Para facilitar a situação, a Prefeitura Municipal, através de seus técnicos e por decisão política respaldada pelo poder legislativo, idealizou um projeto de loteamento popular urbanizado localizado numa área distante do espaço central, em situação de grande precariedade de infraestrutura e deslocamento. Isso influenciou uma migração de pessoas de outros bairros, da zona rural, e também de moradores do centro da cidade, que tendo a sua renda reduzida, foram realocados na periferia por falta de recursos para a compra de imóveis e o custeio dos aluguéis residenciais nas áreas próximas ao centro da cidade.
Para este trabalho não existe um posicionamento geográfico absoluto entre centro (“é aqui”) e periferia (“é ali”), porque nas relações de poder da sociedade há centros dentro das periferias e vice-versa.

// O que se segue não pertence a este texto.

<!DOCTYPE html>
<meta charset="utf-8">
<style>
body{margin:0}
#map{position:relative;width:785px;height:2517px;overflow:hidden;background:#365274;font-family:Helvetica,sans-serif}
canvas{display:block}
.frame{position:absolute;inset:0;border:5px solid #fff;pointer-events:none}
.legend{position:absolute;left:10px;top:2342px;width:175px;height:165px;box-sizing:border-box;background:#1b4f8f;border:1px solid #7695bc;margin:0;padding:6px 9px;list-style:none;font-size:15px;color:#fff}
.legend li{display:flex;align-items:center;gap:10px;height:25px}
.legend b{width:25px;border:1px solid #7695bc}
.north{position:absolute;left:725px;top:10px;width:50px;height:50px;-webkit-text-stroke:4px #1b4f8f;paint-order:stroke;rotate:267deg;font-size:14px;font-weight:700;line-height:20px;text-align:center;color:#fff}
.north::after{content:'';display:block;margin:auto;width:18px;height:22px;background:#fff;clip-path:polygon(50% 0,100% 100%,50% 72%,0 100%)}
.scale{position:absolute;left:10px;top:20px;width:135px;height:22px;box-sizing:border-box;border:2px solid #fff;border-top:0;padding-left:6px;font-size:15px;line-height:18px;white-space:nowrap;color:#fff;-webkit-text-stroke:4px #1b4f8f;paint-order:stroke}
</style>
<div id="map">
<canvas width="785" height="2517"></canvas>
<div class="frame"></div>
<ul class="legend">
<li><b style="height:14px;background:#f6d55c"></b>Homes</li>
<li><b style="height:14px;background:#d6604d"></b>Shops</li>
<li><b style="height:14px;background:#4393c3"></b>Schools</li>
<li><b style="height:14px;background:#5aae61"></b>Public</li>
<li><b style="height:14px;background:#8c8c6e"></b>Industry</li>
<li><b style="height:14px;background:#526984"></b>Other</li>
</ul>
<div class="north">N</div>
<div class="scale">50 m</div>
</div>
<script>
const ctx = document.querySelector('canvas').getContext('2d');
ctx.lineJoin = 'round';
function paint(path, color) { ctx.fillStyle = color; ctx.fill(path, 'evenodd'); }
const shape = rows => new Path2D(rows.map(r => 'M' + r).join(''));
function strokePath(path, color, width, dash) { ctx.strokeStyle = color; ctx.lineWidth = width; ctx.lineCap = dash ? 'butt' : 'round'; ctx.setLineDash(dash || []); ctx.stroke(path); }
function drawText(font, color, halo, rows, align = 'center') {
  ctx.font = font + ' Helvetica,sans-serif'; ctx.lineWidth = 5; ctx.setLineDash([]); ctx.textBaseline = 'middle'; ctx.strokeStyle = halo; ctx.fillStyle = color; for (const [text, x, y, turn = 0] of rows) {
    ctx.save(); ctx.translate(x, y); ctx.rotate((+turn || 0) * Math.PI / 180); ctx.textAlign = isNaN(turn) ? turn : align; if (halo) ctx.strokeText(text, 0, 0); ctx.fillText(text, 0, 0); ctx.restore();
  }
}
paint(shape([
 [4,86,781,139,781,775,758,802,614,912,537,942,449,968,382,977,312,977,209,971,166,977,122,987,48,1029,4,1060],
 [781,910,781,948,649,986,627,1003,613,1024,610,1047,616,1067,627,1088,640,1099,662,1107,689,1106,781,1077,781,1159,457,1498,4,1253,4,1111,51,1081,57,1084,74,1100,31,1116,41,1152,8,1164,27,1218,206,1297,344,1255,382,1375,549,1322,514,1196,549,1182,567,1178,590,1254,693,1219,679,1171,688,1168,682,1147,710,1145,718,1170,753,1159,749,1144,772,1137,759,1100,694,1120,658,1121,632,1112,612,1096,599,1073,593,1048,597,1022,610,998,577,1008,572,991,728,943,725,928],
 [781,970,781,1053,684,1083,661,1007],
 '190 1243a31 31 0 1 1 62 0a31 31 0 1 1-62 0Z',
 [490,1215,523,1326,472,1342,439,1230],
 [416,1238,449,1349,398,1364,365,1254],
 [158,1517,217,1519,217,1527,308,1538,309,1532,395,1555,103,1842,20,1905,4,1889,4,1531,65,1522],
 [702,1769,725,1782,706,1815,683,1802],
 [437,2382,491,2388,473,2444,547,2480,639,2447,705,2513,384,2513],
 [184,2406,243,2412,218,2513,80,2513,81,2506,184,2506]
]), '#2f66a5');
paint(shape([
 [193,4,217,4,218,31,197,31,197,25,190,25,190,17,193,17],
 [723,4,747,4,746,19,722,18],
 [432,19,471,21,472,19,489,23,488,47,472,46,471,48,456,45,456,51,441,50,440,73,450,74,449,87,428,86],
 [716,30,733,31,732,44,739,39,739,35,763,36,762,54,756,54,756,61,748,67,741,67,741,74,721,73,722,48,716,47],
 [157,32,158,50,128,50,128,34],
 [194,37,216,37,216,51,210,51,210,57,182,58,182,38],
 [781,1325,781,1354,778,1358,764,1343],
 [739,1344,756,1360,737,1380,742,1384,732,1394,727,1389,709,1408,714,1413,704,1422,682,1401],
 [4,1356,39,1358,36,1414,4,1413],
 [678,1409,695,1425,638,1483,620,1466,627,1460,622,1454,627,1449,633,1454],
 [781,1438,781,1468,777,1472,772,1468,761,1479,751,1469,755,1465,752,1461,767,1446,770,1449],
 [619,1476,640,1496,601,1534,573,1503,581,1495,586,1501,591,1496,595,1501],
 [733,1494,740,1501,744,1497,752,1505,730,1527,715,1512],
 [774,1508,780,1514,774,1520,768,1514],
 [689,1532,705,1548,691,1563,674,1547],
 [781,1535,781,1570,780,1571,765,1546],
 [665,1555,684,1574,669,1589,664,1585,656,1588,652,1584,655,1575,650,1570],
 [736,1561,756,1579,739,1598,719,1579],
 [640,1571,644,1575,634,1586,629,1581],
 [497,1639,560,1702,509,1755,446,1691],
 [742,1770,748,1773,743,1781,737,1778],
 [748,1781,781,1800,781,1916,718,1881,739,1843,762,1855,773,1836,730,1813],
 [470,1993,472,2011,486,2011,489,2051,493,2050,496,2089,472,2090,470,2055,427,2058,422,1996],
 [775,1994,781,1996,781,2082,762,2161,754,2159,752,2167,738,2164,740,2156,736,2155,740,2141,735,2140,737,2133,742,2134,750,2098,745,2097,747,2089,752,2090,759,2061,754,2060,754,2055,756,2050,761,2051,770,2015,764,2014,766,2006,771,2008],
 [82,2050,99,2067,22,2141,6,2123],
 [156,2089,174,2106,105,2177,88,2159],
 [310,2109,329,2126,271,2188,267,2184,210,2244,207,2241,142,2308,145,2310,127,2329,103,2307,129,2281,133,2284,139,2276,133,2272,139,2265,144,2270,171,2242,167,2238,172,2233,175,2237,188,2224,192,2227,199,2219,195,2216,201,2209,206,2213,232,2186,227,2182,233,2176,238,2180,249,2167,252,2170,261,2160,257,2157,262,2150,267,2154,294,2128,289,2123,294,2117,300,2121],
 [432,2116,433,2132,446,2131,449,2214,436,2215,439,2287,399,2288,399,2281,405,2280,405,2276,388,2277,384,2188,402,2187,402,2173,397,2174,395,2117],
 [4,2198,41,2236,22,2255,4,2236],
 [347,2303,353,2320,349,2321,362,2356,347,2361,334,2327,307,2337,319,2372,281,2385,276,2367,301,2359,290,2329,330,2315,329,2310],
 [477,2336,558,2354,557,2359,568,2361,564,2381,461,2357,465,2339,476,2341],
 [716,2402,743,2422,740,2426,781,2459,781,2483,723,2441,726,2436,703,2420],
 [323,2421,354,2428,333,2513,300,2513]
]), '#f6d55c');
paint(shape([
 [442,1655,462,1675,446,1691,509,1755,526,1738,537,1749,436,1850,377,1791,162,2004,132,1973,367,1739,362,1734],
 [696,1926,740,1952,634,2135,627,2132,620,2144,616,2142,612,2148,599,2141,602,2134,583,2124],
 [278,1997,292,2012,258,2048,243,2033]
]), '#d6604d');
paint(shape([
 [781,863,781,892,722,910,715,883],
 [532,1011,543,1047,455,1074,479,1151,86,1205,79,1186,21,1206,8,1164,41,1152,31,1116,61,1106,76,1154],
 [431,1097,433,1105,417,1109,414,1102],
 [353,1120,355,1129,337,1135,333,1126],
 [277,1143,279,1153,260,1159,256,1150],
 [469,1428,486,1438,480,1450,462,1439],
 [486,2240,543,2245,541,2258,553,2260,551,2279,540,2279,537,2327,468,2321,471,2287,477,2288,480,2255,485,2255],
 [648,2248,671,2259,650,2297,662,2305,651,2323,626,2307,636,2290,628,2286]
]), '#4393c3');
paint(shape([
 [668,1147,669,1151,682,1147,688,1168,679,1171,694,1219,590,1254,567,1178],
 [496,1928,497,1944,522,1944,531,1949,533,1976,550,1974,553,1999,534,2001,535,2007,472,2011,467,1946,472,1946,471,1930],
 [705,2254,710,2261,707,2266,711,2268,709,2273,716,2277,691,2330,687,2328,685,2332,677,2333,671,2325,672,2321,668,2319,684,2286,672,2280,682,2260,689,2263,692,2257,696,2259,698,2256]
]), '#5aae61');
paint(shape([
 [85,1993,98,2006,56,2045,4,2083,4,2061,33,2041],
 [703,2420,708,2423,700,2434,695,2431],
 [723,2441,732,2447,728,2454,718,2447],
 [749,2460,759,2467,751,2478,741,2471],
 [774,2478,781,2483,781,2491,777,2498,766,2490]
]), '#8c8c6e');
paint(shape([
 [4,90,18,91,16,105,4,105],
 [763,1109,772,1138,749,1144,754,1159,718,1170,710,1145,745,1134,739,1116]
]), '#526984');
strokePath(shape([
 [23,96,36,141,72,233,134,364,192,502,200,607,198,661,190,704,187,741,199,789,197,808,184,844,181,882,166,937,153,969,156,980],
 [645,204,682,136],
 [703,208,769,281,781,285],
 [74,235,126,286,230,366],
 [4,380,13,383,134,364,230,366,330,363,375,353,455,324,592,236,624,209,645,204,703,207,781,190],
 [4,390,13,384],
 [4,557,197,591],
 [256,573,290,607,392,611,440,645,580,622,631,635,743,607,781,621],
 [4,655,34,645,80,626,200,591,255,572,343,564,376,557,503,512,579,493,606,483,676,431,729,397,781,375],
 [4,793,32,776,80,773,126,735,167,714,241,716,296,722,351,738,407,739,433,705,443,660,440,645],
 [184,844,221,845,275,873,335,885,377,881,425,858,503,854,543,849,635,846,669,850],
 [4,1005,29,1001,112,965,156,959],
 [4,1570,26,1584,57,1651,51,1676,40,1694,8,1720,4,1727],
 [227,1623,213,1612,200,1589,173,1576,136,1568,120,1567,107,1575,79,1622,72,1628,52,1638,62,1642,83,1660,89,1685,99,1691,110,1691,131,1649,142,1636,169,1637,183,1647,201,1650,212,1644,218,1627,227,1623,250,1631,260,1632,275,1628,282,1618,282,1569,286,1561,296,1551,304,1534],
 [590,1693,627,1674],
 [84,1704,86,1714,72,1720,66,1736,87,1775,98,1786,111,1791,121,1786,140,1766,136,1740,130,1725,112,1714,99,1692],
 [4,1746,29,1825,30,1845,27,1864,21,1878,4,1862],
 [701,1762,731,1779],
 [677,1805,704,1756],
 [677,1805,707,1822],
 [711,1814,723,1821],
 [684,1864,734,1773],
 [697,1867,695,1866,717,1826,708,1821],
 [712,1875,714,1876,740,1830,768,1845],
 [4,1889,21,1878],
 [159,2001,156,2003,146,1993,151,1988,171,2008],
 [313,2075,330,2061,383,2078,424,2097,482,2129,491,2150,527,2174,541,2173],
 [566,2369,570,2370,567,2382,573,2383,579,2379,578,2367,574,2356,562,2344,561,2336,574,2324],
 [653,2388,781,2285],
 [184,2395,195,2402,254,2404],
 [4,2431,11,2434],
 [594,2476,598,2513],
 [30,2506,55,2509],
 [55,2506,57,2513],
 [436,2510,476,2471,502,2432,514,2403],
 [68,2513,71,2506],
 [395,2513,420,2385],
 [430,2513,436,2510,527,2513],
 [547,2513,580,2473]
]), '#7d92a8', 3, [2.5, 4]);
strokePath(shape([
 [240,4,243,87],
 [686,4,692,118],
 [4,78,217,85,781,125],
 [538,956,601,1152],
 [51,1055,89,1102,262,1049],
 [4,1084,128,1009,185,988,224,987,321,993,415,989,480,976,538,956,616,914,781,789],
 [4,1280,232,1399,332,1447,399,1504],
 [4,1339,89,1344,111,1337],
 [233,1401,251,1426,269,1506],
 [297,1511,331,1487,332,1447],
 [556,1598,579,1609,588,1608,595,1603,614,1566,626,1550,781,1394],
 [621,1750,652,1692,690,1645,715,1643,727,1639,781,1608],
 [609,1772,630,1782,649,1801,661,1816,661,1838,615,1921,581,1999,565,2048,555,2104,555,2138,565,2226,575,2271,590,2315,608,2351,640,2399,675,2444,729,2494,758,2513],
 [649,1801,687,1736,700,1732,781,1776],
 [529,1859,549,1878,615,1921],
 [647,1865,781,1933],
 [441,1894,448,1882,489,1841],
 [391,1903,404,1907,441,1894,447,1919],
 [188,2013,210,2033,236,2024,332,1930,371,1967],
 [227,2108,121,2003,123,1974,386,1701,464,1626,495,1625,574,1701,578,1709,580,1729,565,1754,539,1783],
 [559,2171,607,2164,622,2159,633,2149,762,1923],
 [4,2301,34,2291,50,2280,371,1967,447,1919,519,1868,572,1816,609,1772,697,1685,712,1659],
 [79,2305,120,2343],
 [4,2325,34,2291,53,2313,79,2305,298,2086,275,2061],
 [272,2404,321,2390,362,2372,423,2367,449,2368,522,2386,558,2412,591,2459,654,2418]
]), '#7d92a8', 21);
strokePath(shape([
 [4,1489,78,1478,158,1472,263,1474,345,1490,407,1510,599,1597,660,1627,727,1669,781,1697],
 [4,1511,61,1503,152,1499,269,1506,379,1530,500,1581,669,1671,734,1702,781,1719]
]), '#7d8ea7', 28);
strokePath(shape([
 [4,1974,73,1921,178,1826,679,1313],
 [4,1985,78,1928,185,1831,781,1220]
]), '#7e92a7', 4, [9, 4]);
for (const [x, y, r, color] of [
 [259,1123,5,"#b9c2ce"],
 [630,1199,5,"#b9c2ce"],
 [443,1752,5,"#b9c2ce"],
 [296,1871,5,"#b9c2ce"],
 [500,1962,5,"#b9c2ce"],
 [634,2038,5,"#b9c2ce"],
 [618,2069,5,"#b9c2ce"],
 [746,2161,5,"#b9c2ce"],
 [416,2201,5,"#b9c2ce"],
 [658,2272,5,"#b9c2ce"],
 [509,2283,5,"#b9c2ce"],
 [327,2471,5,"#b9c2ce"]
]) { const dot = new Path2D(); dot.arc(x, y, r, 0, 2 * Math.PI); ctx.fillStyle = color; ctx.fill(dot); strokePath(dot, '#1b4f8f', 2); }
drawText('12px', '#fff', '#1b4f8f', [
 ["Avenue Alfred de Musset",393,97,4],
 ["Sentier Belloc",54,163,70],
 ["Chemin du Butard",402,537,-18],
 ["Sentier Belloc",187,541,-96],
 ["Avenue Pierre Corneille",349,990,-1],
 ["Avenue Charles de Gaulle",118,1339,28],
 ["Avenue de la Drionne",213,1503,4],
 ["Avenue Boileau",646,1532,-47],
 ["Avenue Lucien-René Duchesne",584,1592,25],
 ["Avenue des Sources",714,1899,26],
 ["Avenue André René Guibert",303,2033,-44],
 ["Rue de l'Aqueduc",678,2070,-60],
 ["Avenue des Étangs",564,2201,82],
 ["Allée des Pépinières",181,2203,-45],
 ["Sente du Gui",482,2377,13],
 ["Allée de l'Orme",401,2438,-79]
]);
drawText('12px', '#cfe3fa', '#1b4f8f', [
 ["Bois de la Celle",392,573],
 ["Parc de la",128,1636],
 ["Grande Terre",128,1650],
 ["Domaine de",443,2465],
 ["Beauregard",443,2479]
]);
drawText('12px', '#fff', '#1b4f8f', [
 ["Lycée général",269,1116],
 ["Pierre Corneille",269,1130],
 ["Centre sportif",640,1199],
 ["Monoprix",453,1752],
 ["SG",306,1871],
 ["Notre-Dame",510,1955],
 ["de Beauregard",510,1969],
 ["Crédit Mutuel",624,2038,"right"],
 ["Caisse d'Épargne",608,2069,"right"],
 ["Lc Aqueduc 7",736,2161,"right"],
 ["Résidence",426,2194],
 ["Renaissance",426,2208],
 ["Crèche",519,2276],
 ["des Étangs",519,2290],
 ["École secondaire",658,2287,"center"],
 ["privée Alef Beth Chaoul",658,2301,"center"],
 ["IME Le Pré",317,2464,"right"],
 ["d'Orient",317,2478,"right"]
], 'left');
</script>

Gilles Deleuze (1994) trata as relações entre centro e periferia como relações de multiplicidades que somente possuem determinações e grandezas, de maneira que o centro e a periferia estão intimamente  conectados com os acontecimentos vividos, com as relações de poder, com os conceitos pensados, com os grupos e com as formações sociais. Para o filósofo francês, a sociedade é entendida como um rizoma, cheia de linhas de segmentaridades e fuga, segundo as quais  a relação sujeito – território é estratificada, territorializada e organizada, mas que compreende também linhas de desterritorialização, pelas quais  essa relação foge sem parar.
Logo centro e periferia, com suas linhas de fuga que não param de remeter-se um ao outro, não podem ser entendidos como um dualismo ou uma dicotomia na compreensão das relações de poder, como centro e periferia. Mas é possível partir do entendimento de que é em um território específico de centro ou de periferia que as práticas, saberes e instituições que determinam as relações de poder atuam, definem e exercitam seus interesses e entendimento de mundo, para além da dicotomia centro e periferia.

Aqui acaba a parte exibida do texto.